Tokudome: Now that many people in the Arab world get to know more about Israeli society, I think a place like Shalva that gives equal access and opportunity to all participants regardless of religion, ethnic background, or financial capability can send a very positive message to the Arab world. Any thoughts on this?

Samuels: Shalva has always shared its hard earned knowledge and experience with professionals and centers around the world.  With the signing of the recent Abraham Peace Accords, Shalva is in contact with our counterparts in the United Arab Emirates and Bahrain and we are developing programs to help one another.  This process is putting real human relationships into the framework of the accords.

Tokudome: That’s very encouraging. When nations help one another in their efforts to take care of their children with disabilities, I believe they can forge true solidarity.

What do you want Japanese readers to walk away with after reading your book, especially on their views toward people with disabilities within their society?

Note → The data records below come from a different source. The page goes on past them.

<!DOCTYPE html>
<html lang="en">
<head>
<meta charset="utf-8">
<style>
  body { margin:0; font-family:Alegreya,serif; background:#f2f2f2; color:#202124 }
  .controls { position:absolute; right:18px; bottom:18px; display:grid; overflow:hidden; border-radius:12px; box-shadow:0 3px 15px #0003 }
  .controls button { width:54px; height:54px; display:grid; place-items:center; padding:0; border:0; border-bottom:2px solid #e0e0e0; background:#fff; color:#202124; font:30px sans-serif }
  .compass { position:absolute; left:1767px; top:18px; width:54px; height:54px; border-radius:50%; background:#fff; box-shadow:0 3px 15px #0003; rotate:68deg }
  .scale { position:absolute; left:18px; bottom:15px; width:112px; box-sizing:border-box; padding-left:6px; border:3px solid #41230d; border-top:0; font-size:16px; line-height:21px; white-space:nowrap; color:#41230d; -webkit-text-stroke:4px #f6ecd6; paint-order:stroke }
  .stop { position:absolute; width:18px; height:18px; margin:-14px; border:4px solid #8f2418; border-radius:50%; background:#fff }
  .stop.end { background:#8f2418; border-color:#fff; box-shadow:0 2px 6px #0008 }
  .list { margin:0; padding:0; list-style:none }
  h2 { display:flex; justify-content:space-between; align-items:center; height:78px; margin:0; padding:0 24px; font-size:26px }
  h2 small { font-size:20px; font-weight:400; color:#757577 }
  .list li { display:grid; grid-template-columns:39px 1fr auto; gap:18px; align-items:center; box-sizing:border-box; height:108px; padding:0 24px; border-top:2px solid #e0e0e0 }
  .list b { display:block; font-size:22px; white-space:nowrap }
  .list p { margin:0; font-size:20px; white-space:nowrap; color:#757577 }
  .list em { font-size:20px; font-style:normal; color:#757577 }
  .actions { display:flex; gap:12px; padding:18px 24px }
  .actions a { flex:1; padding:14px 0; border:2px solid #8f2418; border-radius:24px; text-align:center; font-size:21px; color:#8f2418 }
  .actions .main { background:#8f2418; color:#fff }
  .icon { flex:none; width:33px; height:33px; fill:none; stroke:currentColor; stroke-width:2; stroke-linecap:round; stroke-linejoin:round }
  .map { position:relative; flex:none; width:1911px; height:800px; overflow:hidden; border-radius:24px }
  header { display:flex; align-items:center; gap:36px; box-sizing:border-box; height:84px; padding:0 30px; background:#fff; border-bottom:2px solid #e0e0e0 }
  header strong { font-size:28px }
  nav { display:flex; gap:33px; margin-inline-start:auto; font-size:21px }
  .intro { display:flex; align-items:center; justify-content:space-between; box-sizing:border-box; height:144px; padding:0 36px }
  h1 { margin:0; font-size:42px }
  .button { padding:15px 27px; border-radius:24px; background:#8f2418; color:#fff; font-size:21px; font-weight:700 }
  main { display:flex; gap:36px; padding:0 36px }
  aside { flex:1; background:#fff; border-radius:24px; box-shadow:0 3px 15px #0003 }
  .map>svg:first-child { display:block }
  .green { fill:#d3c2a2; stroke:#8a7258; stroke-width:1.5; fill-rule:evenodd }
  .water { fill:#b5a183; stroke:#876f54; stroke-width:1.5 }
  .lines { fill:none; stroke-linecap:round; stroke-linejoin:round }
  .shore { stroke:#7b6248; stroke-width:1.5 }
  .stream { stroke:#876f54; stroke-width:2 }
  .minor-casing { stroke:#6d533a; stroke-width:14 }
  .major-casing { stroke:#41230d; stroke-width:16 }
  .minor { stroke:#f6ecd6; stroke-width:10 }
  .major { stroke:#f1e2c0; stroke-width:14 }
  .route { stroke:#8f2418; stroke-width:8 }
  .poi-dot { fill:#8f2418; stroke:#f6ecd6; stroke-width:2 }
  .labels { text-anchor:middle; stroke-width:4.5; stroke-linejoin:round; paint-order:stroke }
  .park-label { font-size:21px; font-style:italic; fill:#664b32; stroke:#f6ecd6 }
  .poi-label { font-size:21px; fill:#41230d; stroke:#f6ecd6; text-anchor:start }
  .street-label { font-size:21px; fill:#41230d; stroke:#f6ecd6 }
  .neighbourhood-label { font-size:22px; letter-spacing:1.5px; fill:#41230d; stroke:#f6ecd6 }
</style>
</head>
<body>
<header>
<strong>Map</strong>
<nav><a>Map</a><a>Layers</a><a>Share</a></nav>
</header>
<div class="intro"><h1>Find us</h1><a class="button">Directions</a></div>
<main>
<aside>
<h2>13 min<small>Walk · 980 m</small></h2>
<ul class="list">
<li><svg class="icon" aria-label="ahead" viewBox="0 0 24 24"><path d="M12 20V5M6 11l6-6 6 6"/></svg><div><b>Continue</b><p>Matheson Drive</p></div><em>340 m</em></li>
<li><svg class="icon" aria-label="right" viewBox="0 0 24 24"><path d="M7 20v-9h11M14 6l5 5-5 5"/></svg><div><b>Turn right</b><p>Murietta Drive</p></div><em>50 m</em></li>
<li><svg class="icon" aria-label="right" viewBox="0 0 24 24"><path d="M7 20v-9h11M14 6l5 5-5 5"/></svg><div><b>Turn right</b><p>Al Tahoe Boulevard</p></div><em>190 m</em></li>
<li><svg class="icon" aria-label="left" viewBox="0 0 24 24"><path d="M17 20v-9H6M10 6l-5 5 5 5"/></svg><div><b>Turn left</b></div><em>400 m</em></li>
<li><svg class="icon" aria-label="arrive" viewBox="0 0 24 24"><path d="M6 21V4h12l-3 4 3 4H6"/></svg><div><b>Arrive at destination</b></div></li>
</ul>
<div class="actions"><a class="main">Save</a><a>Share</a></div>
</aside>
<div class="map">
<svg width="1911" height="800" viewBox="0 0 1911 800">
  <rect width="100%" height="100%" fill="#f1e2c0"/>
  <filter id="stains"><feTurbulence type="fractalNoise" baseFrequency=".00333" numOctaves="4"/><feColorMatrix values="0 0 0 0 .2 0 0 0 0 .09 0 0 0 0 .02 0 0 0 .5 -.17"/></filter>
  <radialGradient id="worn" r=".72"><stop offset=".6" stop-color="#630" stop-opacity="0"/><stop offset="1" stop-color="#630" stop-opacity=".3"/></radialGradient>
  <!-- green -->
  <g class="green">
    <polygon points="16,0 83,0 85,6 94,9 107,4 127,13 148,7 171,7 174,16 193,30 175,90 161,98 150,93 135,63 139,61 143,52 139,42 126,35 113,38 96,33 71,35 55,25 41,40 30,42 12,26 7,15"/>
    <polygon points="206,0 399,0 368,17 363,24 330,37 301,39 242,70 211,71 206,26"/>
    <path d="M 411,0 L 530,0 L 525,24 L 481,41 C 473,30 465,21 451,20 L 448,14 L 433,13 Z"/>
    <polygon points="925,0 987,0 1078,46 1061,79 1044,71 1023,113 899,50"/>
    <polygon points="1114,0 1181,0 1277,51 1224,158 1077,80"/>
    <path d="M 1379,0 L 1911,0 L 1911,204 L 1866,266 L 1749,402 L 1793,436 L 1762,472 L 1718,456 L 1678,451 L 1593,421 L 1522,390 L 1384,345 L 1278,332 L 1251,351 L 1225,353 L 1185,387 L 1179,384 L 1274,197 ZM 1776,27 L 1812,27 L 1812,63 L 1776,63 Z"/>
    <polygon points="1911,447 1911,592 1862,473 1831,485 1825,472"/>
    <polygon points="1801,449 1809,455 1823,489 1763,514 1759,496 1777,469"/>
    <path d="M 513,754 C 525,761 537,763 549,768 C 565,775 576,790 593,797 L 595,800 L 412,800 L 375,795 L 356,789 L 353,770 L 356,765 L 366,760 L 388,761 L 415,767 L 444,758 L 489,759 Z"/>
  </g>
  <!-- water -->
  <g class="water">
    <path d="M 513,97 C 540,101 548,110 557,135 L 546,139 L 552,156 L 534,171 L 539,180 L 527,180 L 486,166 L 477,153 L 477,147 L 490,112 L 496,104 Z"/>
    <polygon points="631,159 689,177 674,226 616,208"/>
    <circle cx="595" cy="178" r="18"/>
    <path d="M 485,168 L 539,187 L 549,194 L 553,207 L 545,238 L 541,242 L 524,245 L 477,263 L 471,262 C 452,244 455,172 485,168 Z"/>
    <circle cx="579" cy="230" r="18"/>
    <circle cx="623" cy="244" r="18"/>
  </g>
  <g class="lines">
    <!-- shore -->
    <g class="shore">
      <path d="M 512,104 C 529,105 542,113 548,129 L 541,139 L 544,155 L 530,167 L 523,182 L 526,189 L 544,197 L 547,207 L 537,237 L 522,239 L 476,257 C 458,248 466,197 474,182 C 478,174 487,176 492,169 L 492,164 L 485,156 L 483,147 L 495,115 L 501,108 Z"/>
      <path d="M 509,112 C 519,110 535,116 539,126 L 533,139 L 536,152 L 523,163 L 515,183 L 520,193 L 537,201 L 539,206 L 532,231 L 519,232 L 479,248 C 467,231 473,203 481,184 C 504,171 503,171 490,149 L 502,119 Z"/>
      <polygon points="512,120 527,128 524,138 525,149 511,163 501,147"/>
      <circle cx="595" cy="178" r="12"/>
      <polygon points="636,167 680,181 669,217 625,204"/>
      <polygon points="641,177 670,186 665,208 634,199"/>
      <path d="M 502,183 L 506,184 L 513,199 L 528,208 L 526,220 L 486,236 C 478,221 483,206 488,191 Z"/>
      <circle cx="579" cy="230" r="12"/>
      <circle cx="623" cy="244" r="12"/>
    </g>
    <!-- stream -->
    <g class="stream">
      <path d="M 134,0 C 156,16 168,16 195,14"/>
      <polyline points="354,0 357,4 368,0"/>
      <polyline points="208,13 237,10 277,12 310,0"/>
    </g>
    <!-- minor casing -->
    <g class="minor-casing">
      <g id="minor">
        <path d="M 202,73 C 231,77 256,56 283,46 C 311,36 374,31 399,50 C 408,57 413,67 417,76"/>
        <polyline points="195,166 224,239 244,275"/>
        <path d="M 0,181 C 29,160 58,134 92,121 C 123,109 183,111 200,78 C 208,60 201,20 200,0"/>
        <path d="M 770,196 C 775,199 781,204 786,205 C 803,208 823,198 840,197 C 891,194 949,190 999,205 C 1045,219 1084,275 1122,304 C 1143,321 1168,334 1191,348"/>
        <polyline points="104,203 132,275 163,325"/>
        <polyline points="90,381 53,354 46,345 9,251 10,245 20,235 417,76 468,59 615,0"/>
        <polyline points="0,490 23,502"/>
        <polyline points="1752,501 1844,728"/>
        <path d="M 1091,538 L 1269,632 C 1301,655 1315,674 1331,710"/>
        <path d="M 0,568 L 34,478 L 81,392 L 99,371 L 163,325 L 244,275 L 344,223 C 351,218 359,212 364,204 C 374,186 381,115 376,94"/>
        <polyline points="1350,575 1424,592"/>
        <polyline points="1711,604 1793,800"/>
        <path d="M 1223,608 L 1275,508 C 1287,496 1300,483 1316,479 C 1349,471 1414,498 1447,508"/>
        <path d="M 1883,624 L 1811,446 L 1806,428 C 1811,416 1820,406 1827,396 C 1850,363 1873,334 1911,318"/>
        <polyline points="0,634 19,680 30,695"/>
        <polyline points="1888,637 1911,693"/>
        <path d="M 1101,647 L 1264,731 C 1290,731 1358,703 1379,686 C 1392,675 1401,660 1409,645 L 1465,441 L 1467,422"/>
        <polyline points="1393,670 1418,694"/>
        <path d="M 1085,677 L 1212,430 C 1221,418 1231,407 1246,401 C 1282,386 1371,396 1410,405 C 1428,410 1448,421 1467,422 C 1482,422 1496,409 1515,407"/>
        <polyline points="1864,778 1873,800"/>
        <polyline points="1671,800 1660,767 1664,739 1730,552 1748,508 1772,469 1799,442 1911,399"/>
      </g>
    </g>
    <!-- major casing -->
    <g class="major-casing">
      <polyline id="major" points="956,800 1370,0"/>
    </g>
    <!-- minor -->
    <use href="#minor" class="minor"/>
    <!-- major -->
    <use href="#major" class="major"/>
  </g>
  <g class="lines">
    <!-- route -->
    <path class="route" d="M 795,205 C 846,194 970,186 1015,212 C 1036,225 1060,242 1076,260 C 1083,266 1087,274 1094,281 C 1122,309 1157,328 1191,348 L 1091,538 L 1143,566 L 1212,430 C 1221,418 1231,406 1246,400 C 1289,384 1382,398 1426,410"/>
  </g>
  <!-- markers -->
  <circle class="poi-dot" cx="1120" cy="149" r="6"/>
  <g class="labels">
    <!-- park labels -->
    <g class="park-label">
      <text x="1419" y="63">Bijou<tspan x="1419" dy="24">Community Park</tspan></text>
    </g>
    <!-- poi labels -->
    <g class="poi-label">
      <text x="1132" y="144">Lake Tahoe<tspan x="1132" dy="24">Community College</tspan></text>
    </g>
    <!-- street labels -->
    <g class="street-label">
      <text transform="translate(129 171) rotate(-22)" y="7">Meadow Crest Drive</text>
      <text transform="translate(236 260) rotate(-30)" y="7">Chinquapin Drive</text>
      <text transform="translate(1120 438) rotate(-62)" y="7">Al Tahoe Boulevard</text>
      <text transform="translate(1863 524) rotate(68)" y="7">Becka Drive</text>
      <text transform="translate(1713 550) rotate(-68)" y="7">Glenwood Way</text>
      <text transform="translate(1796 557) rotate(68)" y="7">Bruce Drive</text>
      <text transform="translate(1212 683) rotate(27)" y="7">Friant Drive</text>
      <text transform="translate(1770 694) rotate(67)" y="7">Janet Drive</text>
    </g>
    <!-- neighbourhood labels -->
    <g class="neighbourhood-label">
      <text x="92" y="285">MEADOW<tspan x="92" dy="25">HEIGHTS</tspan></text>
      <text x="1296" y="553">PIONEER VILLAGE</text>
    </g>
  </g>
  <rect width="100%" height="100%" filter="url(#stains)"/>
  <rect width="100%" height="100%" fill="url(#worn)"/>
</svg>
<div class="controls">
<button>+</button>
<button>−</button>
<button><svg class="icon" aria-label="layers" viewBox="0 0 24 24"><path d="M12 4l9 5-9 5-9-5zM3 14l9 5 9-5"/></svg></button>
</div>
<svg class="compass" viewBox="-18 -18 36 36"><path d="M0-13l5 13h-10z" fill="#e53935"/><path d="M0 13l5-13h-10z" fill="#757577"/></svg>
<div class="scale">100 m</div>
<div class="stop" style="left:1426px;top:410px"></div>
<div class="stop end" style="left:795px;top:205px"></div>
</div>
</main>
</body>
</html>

Samuels: I would hope that readers will gain a deeper awareness and sensitivity to the subject of disability, as it relates to the individual with the disability as well as how it relates to the loving family and caregivers.   We all have disabilities that we cope with but some are unfortunately more severe and more visible.  We all hope and pray that each of our children, different as they may be from one another, will be able to live productive loving lives.  My hope is that the reader will learn to extend that attitude and care toward families who share the same dream, but need support from society and good people to achieve it. 

Tokudome: Thank you. As someone who had the honor of translating your book, that is also what I would hope.

Lastly, I read that Yossi said that he would like to visit Japan. Is there such a possibility?

Samuels: Yossi has always dreamed of visiting Japan.  He has been quite successful in realizing his dreams so let us hope that Covid will soon be part of history and we can entertain the exciting thought of Yossi realizing another dream and visiting Japan.